# [What to do]
Images do not belong in the copy. Retype the entries exactly.

------ Supplied records

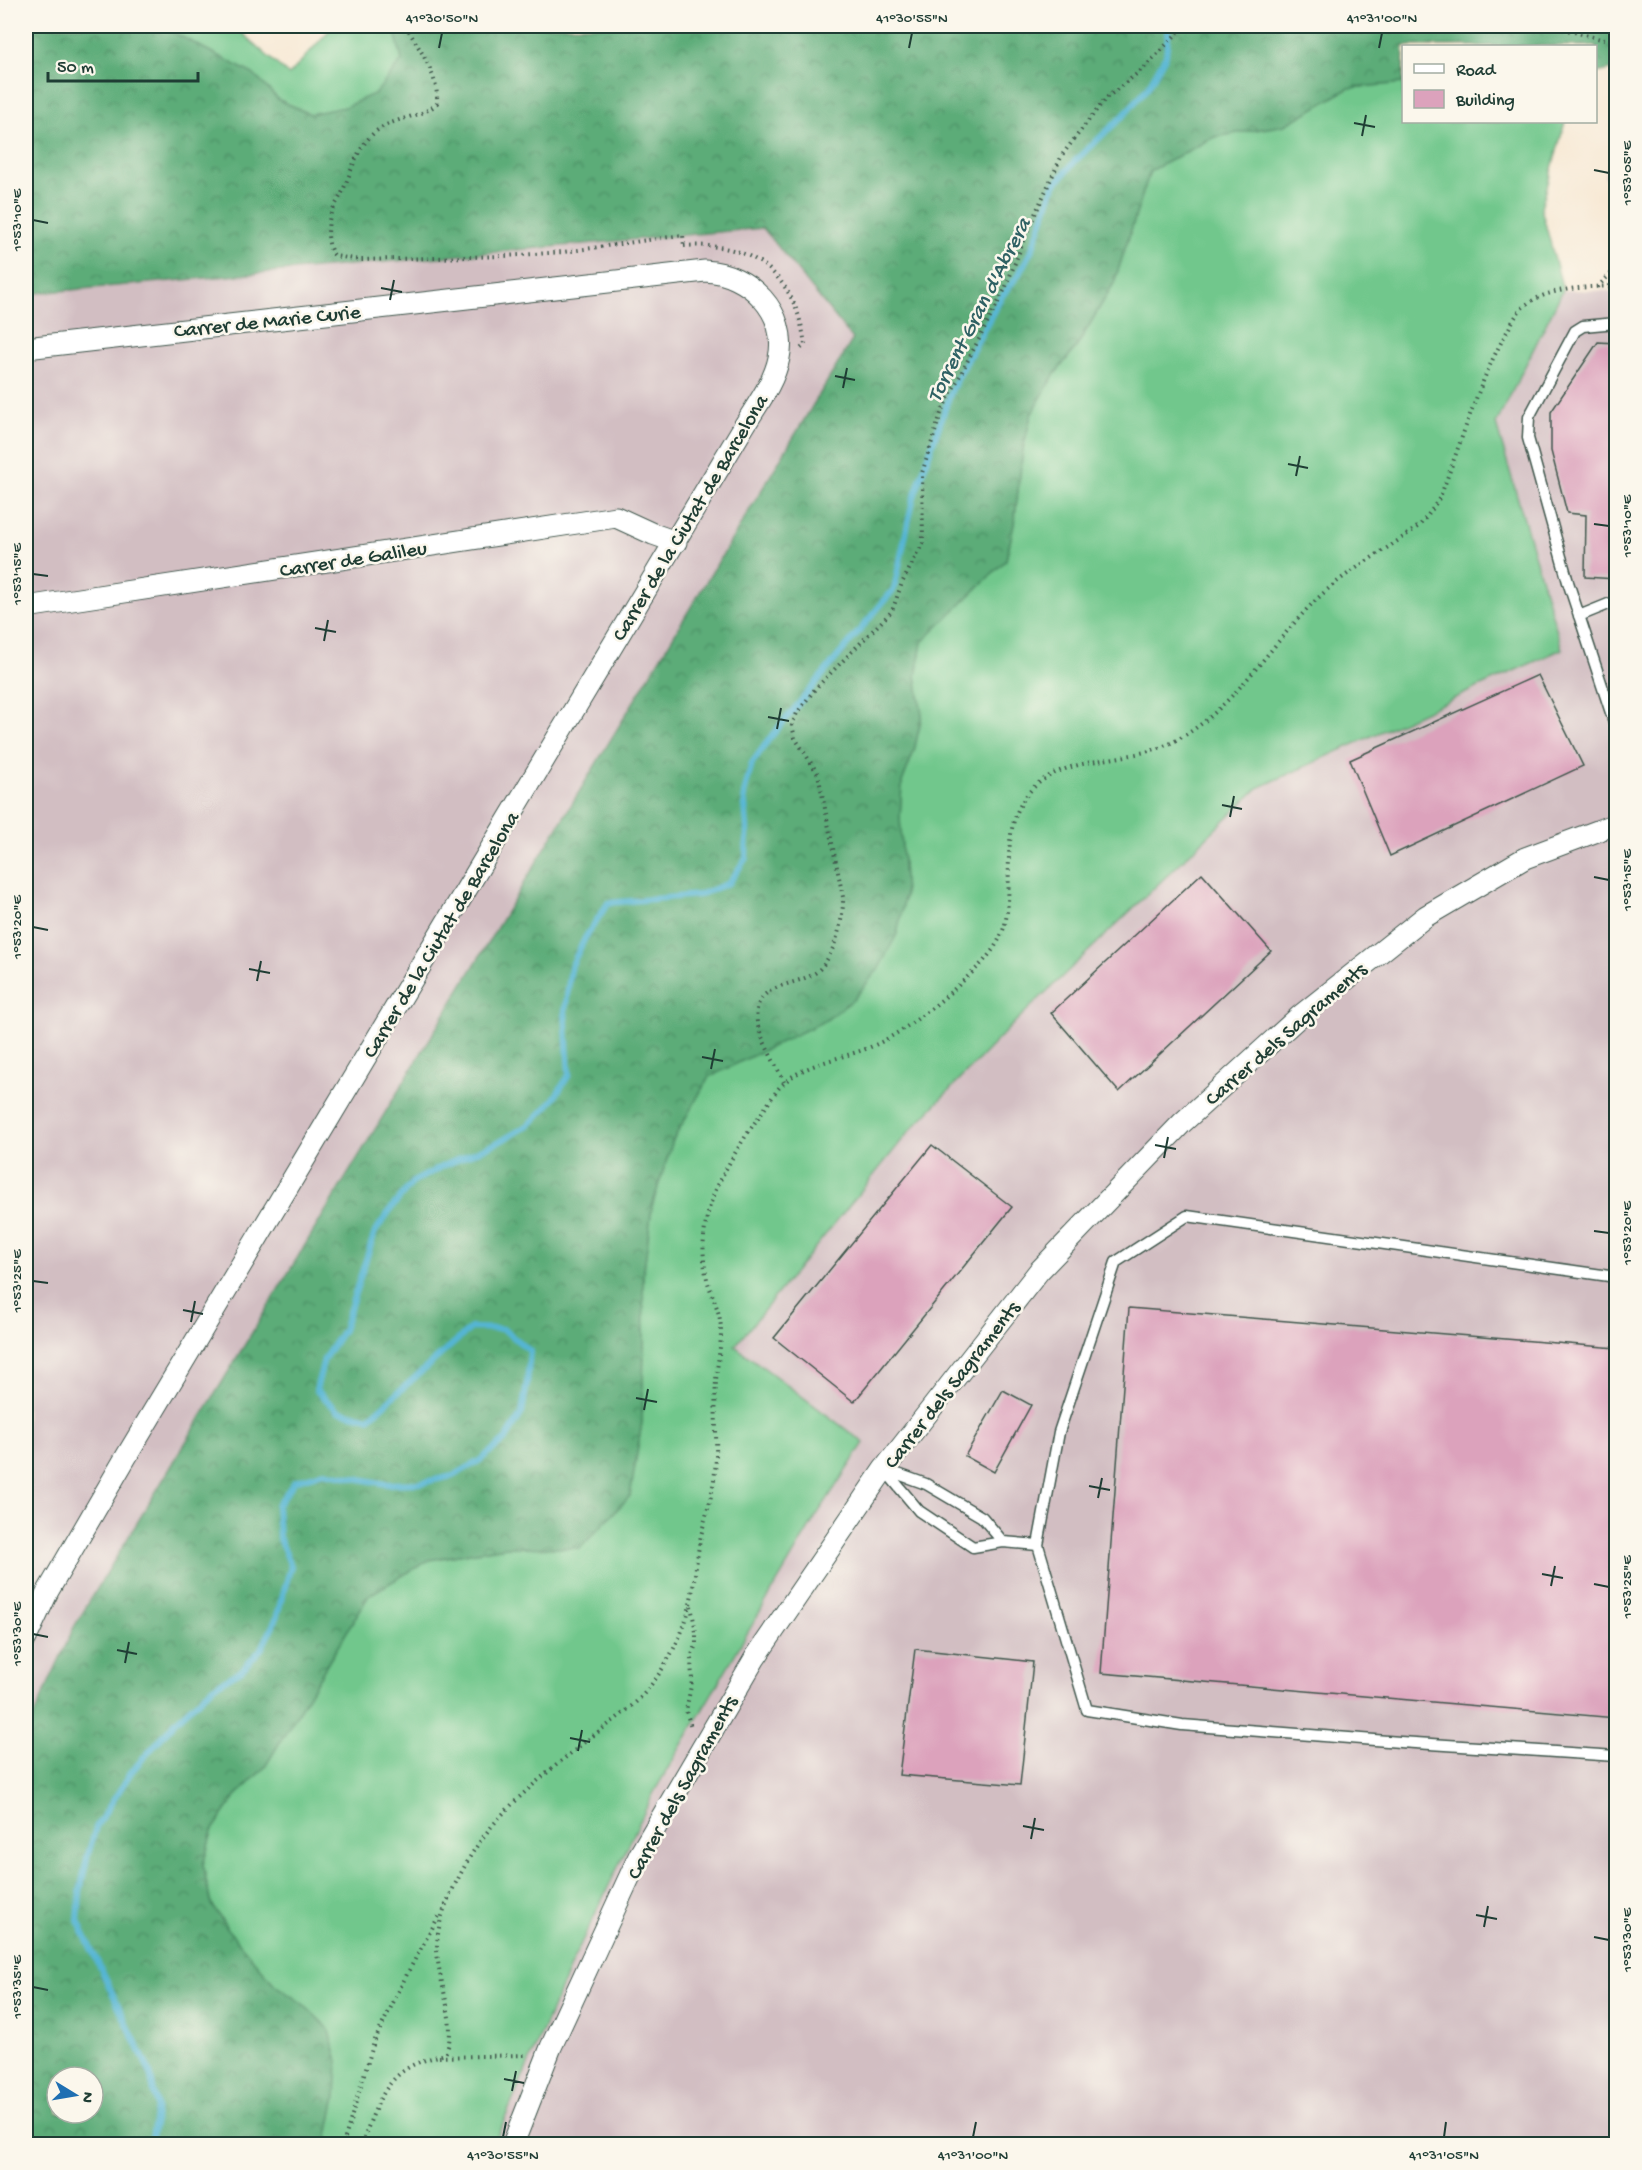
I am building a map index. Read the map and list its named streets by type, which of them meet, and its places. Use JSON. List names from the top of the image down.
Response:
{
  "streets": {
    "street": [
      "Carrer de Marie Curie",
      "Carrer de la Ciutat de Barcelona",
      "Carrer de Galileu",
      "Carrer dels Sagraments"
    ]
  },
  "crossings": [
    ["Carrer de Marie Curie", "Carrer de la Ciutat de Barcelona"],
    ["Carrer de la Ciutat de Barcelona", "Carrer de Galileu"]
  ],
  "water": ["Torrent Gran d'Abrera"],
  "legend": ["Road", "Building"],
  "scale_bar": "50 m",
  "north": "right",
  "coordinates": [
    "41°30'50\"N",
    "41°30'55\"N",
    "41°31'00\"N",
    "1°53'05\"E",
    "1°53'10\"E",
    "1°53'15\"E",
    "1°53'20\"E",
    "1°53'25\"E",
    "1°53'30\"E",
    "1°53'35\"E",
    "41°31'05\"N"
  ]
}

------------

# [Exercise output]
I am building a map index. Read the map and list its named streets by type, which of them meet, and its places. Use JSON. List names from the top of the image down.
Response:
{
  "streets": {
    "street": [
      "Carrer de Marie Curie",
      "Carrer de la Ciutat de Barcelona",
      "Carrer de Galileu",
      "Carrer dels Sagraments"
    ]
  },
  "crossings": [
    ["Carrer de Marie Curie", "Carrer de la Ciutat de Barcelona"],
    ["Carrer de la Ciutat de Barcelona", "Carrer de Galileu"]
  ],
  "water": ["Torrent Gran d'Abrera"],
  "legend": ["Road", "Building"],
  "scale_bar": "50 m",
  "north": "right",
  "coordinates": [
    "41°30'50\"N",
    "41°30'55\"N",
    "41°31'00\"N",
    "1°53'05\"E",
    "1°53'10\"E",
    "1°53'15\"E",
    "1°53'20\"E",
    "1°53'25\"E",
    "1°53'30\"E",
    "1°53'35\"E",
    "41°31'05\"N"
  ]
}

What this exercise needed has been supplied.